Trump on Thursday announced his withdrawal from what would have been the first-ever meeting between a serving US president and a North Korean leader, scheduled for Singapore on June 12, in a letter to Kim, citing North Korea's "tremendous anger and open hostility".
President Trump's decision came after repeated threats by North Korea to pull out of the summit over confrontational remarks by US officials.
"We have inwardly highly appreciated President Trump for having made the bold decision, which any other US presidents dared not, and made efforts for such a crucial event as the summit," North Korean Vice Foreign Minister Kim Kye Gwan said in a statement carried by state media.
"We even inwardly hoped that what is called 'Trump formula' would help clear both sides of their worries and comply with the requirements of our side and would be a wise way of substantial effect for settling the issue," he said, without elaborating.
Kim Kye Gwan said North Korea's recent criticisms of certain US officials had been a reaction to unbridled American rhetoric, and that the current antagonism showed "the urgent necessity" for the summit.
"His sudden and unilateral announcement to cancel the summit is something unexpected to us and we can not but feel great regret for it," Kim Kye Gwan said, adding that North Korea remained open to resolving issues with Washington "regardless of ways, at any time".
North Korea had sharply criticised suggestions by Trump's national security adviser, John Bolton, and Vice-President Mike Pence that it could share the fate of Libya if it did not swiftly surrender its nuclear arsenal. Libyan leader Muammar Gaddafi was deposed and killed by Nato-backed militants after halting his nascent nuclear programme.
North Korea on Thursday announced it had completely dismantled its Punggye-ri nuclear test facility "to ensure the transparency of discontinuance" of nuclear testing.
Footage of the event broadcast by South Korean media on Friday showed explosions throwing up huge clouds of dust and debris as they destroyed tunnel entrances and multiple wooden structures around the site.
Other images showed North Korean officials displaying a map of the site, including several major tunnel complexes they said were unused and completely operational prior to being destroyed.
Some analysts are worried the cancelling of the summit could prompt a resumption in hostilities, including renewed shorter-range missile tests or stepped-up cyber attacks by Pyongyang and increased sanctions or deployment of new military assets by Washington.

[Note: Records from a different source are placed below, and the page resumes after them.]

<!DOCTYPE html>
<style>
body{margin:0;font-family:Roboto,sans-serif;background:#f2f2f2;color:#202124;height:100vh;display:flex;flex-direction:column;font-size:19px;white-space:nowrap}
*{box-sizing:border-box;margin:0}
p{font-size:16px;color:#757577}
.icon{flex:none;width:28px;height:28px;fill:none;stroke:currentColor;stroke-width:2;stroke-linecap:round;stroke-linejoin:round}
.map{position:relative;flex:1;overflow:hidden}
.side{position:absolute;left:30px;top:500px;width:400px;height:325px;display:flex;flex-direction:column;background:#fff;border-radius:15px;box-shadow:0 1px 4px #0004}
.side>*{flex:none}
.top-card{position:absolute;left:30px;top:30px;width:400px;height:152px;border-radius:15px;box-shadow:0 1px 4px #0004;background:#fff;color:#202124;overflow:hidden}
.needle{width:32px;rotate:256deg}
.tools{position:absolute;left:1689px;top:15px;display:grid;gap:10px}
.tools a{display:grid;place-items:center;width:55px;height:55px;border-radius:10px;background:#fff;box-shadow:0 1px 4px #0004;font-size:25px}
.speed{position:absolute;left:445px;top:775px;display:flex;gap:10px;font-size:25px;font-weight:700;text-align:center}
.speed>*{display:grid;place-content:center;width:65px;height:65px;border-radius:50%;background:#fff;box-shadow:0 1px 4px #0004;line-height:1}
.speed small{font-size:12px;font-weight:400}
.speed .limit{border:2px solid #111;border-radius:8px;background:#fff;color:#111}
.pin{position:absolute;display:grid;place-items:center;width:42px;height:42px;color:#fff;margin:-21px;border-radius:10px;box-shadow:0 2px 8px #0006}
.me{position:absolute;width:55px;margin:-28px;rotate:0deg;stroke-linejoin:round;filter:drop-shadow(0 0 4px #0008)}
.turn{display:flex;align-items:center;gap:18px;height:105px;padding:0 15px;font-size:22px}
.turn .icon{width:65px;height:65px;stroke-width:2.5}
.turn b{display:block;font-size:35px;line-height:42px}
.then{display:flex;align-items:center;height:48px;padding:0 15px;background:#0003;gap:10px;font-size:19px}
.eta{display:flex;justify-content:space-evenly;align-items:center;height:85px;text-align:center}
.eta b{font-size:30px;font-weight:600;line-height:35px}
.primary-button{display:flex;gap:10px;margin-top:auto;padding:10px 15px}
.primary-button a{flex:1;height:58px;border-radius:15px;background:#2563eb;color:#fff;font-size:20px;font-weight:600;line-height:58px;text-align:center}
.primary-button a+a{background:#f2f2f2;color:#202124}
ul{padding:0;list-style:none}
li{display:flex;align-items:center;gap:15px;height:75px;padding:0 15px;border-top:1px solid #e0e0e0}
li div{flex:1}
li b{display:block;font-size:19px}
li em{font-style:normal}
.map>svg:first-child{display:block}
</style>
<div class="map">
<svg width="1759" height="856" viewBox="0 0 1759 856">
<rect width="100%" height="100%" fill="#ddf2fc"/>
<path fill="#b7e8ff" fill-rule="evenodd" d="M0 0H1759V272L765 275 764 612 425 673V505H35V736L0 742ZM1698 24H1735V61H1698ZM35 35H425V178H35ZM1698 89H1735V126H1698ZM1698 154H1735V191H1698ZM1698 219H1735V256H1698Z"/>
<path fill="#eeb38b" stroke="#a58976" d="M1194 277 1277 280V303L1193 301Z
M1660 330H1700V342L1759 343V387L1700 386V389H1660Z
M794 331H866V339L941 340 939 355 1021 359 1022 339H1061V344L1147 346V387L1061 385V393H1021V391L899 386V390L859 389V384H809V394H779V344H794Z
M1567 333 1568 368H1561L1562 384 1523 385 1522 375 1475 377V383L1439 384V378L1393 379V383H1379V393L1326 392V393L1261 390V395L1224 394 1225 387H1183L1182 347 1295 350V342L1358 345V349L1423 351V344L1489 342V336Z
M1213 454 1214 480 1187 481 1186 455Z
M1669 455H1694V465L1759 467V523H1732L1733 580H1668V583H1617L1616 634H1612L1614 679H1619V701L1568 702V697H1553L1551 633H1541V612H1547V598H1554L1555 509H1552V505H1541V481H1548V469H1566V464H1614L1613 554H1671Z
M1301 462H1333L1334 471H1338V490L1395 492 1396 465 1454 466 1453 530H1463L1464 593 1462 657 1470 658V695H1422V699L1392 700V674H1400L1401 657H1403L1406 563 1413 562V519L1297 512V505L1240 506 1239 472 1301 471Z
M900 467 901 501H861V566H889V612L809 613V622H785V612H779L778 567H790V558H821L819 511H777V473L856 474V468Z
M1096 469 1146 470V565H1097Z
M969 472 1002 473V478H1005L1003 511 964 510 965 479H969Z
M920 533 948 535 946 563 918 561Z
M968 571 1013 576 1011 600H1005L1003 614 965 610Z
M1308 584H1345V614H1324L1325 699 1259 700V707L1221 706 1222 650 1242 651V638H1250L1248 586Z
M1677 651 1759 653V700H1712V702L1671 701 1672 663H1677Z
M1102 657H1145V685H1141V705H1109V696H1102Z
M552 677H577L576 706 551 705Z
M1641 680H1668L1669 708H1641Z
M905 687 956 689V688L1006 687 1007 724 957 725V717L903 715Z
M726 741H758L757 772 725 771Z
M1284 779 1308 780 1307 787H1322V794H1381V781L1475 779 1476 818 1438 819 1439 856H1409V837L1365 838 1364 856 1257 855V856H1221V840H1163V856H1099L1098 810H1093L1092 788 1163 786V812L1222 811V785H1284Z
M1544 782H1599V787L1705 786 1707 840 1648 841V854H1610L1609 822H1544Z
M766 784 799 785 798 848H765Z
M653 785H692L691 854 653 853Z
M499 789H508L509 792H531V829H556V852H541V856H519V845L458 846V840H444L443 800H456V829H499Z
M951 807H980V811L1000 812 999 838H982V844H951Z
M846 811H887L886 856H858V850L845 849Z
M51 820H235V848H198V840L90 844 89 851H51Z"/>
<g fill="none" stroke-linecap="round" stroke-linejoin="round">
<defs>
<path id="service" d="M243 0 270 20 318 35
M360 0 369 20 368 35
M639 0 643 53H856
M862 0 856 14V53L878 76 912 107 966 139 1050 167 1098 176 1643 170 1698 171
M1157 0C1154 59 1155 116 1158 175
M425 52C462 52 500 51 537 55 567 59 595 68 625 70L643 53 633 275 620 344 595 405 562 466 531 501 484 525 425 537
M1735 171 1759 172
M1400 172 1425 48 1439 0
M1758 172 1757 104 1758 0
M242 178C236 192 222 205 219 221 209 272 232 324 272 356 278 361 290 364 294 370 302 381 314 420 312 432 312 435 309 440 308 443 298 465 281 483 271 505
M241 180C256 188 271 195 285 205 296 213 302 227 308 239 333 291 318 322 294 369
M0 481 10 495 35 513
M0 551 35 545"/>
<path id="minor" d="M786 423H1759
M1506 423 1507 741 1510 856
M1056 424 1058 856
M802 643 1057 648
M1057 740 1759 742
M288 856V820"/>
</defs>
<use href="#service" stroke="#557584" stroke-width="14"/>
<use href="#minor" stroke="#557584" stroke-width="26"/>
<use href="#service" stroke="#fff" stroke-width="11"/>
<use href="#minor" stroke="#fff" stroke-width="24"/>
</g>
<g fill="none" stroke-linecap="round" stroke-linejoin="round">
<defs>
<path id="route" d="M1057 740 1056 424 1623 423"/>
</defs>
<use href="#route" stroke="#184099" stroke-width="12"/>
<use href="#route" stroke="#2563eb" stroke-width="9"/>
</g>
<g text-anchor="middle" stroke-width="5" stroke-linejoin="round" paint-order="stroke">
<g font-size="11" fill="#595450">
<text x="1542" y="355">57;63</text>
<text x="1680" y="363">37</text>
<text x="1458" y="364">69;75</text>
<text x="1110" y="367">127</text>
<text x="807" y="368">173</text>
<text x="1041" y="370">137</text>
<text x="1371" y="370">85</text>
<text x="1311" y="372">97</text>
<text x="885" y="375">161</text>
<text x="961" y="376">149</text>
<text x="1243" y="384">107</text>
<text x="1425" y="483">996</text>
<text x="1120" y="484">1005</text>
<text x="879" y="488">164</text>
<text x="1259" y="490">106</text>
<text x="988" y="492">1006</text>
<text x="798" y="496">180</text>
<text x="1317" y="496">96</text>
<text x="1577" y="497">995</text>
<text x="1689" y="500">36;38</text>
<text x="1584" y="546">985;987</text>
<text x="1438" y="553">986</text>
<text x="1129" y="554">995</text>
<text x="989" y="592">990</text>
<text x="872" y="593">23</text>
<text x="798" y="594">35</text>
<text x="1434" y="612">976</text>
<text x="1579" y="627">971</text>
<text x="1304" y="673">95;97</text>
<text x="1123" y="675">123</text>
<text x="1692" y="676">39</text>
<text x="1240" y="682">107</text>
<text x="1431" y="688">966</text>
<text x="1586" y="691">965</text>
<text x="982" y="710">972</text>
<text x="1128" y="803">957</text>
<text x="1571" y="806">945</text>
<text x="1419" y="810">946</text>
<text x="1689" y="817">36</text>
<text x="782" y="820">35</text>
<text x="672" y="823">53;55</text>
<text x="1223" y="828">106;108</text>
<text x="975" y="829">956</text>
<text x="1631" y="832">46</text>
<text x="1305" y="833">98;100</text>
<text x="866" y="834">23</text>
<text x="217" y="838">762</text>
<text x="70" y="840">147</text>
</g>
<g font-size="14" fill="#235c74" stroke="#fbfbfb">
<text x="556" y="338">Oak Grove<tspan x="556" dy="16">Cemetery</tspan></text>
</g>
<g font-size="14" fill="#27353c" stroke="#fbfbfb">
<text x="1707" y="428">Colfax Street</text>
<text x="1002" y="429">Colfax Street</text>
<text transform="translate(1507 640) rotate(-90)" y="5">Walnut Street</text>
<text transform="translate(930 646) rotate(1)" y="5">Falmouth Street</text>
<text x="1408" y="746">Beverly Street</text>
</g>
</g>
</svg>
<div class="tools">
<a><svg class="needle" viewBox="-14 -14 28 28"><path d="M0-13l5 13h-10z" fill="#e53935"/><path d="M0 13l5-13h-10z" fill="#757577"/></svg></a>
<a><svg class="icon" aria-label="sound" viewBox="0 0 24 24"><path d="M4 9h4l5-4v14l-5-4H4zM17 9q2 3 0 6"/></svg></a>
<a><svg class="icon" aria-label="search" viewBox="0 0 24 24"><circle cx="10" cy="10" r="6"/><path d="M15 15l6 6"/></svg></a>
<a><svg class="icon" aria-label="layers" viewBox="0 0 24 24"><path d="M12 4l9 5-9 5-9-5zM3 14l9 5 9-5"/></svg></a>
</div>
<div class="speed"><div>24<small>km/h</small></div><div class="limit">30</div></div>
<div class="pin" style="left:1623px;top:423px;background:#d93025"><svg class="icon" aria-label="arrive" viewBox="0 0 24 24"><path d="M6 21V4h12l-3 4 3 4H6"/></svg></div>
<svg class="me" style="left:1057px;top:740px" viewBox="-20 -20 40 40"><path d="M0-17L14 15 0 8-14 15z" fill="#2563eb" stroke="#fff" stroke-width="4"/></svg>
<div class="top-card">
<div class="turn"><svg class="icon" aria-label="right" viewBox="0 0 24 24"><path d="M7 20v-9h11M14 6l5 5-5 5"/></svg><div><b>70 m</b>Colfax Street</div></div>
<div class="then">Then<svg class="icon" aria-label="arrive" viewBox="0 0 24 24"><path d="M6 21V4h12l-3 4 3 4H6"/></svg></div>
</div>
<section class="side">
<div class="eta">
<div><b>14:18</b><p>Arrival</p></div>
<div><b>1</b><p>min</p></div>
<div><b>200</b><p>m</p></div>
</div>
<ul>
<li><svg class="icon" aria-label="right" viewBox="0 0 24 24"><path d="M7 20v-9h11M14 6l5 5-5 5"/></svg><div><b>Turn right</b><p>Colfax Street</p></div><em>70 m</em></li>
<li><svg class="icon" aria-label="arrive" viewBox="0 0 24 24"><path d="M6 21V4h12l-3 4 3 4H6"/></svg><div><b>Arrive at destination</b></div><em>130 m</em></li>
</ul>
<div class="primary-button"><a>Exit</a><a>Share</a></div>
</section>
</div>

Many South Koreans reacted angrily to the announcement, feeling they had been cheated of a chance of a lifetime to live in peace.
North Korea's measured response provided some solace for nervous financial markets, with Asian shares almost flat.
"I suspect they couldn't agree on denuclearisation," said Masahiro Ichikawa, senior strategist at Sumitomo Mitsui Asset Management. "But looking at comments from the both sides, none of them is ruling out holding a meeting in the future. So I do not expect to see an immediate escalation in military tension."
South Korean President Moon Jae-in, who worked hard to help set up the summit and urged Trump at a White House meeting on Tuesday not to let a rare opportunity slip away, said he was "perplexed" by the cancellation. He urged Trump and Kim to talk directly.
US Secretary of State Mike Pompeo and his South Korean counterpart, Kang Kyung-wha, held a phone call and agreed to continue working towards creating the right conditions for the United States and North Korea to talk, the South's foreign ministry said in a statement.